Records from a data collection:
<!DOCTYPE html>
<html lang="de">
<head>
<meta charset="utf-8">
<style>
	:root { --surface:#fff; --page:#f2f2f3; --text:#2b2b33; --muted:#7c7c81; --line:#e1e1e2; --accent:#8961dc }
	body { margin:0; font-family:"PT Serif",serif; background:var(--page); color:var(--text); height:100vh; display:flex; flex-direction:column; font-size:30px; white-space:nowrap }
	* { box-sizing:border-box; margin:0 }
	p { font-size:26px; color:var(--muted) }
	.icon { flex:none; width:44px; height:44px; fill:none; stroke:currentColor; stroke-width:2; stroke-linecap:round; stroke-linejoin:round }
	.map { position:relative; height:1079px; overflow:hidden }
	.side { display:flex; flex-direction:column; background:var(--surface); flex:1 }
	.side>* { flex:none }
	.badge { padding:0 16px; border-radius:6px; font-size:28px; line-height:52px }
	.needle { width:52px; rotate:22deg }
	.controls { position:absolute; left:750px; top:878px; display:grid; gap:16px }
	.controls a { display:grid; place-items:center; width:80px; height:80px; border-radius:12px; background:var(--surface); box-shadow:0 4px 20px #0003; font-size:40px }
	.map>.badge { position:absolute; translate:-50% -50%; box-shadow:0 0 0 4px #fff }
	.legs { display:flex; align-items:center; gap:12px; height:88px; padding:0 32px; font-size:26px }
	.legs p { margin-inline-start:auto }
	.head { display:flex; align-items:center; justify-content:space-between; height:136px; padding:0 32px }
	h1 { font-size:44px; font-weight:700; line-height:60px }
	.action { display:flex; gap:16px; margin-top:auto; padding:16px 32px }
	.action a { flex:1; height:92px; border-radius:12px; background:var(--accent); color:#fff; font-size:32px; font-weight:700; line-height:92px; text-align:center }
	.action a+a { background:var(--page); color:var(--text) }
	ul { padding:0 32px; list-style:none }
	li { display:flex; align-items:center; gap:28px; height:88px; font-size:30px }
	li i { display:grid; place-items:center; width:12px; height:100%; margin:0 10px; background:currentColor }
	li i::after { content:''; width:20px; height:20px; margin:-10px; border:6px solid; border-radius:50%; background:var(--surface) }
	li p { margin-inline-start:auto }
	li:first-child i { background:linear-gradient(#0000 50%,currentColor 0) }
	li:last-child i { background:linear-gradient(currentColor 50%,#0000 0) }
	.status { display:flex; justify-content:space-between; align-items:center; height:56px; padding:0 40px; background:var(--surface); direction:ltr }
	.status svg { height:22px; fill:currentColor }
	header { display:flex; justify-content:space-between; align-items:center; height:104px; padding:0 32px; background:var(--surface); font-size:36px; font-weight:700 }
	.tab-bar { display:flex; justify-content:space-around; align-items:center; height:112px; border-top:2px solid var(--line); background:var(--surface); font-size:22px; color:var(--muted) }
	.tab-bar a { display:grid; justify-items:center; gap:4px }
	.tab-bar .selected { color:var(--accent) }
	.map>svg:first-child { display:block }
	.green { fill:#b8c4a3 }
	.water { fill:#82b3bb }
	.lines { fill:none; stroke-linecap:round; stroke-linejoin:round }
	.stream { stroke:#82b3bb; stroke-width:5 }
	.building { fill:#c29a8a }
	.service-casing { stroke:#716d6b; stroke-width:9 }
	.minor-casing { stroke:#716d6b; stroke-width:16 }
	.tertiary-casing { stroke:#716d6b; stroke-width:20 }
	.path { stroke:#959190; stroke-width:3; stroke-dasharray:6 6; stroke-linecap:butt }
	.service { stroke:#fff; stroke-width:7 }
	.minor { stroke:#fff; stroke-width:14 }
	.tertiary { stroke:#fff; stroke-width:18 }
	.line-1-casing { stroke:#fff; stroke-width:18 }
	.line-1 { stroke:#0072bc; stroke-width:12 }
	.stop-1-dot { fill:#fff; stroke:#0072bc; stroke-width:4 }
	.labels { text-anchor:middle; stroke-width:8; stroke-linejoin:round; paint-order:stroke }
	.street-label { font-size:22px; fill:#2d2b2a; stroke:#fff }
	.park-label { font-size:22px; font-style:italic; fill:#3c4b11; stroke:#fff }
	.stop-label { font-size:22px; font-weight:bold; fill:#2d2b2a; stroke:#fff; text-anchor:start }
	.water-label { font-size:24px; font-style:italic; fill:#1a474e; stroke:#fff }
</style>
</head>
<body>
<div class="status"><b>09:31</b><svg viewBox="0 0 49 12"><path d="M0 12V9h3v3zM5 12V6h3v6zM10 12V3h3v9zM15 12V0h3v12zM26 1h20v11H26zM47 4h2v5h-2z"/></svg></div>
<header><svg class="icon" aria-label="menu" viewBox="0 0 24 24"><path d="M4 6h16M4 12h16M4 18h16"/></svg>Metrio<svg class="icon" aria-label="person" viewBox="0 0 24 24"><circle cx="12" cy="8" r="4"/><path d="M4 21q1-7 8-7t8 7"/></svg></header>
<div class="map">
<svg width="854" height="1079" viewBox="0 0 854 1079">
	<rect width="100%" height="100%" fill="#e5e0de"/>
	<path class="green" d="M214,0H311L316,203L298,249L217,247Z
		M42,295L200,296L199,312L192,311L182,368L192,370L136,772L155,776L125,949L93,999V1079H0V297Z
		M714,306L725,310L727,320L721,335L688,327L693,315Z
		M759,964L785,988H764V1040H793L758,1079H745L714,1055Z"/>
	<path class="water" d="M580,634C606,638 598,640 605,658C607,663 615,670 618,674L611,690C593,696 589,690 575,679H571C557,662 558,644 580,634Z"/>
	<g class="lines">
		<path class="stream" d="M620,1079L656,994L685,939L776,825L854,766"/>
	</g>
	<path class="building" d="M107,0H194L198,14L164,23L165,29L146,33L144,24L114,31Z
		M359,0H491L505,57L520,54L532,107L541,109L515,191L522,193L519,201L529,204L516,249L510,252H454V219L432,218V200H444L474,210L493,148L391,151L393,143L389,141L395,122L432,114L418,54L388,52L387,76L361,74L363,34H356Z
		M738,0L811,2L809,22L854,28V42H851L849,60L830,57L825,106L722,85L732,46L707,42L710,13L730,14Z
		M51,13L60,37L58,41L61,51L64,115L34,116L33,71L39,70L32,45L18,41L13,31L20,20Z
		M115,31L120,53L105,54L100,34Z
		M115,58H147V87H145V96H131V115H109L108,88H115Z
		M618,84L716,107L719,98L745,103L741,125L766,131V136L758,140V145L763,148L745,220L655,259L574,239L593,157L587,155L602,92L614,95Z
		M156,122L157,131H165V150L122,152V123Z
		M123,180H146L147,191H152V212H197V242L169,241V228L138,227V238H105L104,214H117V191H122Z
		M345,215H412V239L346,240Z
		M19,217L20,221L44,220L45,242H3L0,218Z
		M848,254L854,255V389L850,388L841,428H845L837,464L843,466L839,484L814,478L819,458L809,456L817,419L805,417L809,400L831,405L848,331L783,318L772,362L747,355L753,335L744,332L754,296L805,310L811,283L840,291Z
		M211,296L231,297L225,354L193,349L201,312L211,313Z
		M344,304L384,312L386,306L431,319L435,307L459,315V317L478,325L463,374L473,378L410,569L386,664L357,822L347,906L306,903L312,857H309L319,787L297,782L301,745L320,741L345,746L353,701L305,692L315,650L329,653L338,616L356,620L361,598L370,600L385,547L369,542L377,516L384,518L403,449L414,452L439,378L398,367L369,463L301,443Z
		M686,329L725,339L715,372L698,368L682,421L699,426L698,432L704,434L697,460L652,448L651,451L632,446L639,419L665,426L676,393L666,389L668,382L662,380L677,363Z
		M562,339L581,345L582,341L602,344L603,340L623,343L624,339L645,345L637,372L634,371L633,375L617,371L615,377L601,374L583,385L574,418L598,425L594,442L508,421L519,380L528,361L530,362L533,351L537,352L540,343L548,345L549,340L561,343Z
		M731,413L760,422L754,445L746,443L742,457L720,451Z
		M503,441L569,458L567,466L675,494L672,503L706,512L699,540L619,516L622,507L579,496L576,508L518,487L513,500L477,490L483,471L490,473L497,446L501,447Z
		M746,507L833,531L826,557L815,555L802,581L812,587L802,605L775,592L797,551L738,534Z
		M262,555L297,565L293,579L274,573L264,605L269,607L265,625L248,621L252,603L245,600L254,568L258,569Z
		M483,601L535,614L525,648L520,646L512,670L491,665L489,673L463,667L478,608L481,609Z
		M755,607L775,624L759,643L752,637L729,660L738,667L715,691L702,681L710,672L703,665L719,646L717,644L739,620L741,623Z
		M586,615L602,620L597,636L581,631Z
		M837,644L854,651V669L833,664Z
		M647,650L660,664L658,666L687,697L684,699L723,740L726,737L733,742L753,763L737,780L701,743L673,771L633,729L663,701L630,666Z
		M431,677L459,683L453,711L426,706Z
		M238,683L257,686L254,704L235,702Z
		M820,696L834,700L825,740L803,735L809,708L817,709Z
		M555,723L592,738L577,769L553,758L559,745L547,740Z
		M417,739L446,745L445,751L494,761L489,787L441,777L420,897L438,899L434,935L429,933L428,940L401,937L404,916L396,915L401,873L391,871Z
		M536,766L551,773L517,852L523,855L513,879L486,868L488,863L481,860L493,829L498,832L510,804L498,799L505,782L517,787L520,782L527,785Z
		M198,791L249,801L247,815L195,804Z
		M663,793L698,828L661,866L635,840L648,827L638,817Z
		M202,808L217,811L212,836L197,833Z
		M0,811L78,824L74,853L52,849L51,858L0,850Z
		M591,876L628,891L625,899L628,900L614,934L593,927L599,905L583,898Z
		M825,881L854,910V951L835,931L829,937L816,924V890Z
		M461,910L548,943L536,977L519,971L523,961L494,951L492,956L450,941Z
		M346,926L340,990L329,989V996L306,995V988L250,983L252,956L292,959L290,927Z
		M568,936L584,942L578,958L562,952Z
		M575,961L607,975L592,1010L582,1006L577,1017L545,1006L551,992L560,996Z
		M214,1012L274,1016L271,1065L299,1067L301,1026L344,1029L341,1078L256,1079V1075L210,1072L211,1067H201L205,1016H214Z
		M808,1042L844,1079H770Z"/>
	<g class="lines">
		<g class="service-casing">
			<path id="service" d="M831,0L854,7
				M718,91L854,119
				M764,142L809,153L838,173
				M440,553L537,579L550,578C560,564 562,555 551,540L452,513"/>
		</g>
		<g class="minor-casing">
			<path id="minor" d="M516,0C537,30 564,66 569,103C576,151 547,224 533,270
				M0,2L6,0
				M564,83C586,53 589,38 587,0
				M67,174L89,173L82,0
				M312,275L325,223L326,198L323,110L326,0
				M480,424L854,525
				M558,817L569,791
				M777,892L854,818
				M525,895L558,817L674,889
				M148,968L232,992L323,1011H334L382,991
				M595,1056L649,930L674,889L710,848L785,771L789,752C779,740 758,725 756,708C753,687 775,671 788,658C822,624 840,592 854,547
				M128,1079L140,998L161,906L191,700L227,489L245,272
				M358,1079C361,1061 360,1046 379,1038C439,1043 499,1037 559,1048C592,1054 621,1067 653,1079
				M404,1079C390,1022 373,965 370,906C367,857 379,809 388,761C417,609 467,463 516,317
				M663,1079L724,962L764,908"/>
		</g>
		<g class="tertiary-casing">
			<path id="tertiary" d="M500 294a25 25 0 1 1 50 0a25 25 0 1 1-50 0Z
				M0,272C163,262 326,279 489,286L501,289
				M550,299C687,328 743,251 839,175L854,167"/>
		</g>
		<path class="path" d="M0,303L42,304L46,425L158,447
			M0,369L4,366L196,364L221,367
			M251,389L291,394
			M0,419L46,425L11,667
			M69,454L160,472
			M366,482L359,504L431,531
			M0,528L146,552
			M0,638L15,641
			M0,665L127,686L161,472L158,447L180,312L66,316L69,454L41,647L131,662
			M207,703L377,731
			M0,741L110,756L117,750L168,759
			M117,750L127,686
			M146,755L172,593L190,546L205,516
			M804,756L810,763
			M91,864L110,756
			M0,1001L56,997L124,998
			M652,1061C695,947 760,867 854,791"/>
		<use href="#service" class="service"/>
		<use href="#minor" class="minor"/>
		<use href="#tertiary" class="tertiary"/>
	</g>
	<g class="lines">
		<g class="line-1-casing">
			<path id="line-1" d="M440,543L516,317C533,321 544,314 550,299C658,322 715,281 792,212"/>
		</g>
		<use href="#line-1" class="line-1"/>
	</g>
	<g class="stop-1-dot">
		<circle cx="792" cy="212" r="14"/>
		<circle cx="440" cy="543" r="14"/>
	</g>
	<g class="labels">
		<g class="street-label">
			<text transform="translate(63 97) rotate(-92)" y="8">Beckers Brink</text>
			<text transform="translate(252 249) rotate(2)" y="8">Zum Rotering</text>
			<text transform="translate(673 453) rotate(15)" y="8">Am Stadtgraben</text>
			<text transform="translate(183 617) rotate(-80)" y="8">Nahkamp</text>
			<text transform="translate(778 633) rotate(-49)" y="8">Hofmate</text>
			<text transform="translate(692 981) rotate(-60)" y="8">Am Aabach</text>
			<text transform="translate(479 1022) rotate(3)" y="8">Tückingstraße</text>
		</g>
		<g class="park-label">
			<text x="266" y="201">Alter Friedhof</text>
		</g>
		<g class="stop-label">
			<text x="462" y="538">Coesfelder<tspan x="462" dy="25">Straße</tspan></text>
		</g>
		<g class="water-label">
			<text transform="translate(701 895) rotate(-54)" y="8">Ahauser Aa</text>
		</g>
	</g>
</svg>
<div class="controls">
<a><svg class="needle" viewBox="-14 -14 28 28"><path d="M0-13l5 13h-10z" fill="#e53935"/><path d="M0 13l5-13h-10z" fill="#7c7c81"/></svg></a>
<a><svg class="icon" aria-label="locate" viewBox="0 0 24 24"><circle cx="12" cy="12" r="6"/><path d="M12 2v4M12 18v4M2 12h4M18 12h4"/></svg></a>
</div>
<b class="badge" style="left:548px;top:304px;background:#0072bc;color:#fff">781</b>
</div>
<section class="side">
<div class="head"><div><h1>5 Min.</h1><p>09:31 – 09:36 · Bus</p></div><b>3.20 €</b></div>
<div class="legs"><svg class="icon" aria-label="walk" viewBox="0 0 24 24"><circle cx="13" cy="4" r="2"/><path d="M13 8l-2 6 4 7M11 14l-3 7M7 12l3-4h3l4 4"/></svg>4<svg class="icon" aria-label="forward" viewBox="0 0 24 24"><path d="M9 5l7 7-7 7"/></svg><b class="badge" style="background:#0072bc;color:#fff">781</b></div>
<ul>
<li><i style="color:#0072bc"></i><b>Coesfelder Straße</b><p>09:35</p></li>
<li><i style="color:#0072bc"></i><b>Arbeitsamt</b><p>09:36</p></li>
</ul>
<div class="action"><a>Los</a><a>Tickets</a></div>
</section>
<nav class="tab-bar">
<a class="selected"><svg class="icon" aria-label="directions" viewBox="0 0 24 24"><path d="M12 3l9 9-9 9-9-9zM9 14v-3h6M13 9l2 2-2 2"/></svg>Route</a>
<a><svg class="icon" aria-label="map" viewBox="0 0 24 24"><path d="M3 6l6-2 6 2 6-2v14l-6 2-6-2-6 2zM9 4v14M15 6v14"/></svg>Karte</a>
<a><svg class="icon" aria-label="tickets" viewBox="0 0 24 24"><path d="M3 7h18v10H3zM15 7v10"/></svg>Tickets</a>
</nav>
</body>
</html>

PROMPT =>
Find and copy each line above that includes the string "controls".

ANSWER FOR THIS EXERCISE =>
	.controls { position:absolute; left:750px; top:878px; display:grid; gap:16px }
	.controls a { display:grid; place-items:center; width:80px; height:80px; border-radius:12px; background:var(--surface); box-shadow:0 4px 20px #0003; font-size:40px }
<div class="controls">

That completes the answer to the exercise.